Tribunal da UE decide que a lei húngara contra pessoas LGBT viola os valores fundamentais da União

Em 21 de abril, o Tribunal de Justiça da União Europeia decidiu que a lei húngara de 2021 que restringe o acesso de menores a conteúdos sobre homossexualidade e pessoas trans viola o direito da UE e os valores fundamentais da União. A decisão foi publicada num comunicado do TJUE no processo C-769/22 e também foi noticiada pelo The Guardian .

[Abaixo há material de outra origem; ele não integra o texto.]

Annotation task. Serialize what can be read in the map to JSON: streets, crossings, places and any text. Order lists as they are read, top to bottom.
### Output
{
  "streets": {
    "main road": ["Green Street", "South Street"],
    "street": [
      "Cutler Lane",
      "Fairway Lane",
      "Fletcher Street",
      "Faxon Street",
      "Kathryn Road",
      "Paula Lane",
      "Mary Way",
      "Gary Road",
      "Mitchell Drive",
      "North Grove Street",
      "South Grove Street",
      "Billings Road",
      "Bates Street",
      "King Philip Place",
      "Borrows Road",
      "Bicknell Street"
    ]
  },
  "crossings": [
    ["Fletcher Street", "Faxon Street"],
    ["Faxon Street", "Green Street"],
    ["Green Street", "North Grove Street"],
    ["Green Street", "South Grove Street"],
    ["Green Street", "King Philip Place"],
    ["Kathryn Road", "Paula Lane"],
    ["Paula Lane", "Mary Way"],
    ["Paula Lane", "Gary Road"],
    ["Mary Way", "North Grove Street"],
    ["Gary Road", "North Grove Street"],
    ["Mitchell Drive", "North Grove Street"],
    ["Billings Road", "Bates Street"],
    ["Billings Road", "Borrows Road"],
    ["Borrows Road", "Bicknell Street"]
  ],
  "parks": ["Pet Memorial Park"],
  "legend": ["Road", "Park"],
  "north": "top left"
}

A ação dizia respeito à chamada lei de proteção das crianças, aprovada em 2021 sob o governo de Viktor Orbán. A norma proibiu materiais escolares sobre homossexualidade e questões trans e restringiu esse tipo de conteúdo em programas de televisão, filmes e publicidade antes das 22h. Críticos já haviam comparado a lei à legislação russa de «propaganda».

O tribunal concluiu que as regras húngaras estigmatizam e marginalizam pessoas LGBT, incluindo pessoas que não são cisgénero, e na prática associam-nas a pessoas condenadas por pedofilia. Segundo a decisão, isso viola a dignidade humana, a proibição da discriminação e a liberdade de expressão e de informação de crianças, do público em geral e dos prestadores de serviços. A lei também infringe as regras europeias de proteção de dados.

O tribunal também rejeitou os argumentos de Budapeste sobre proteção da criança e identidade nacional. Um Estado-membro, afirmou, não pode invocar a identidade nacional quando uma lei mina os valores em que a União Europeia assenta. Ao mesmo tempo, o tribunal, pela primeira vez num processo por incumprimento contra um Estado-membro, constatou separadamente uma violação do artigo 2 do Tratado da União Europeia, que enumera o respeito pela dignidade humana, a democracia, a igualdade, o Estado de direito e os direitos das minorias. A Hungria foi obrigada a cumprir a decisão sem demora e a pagar tanto as suas próprias custas como as da Comissão Europeia.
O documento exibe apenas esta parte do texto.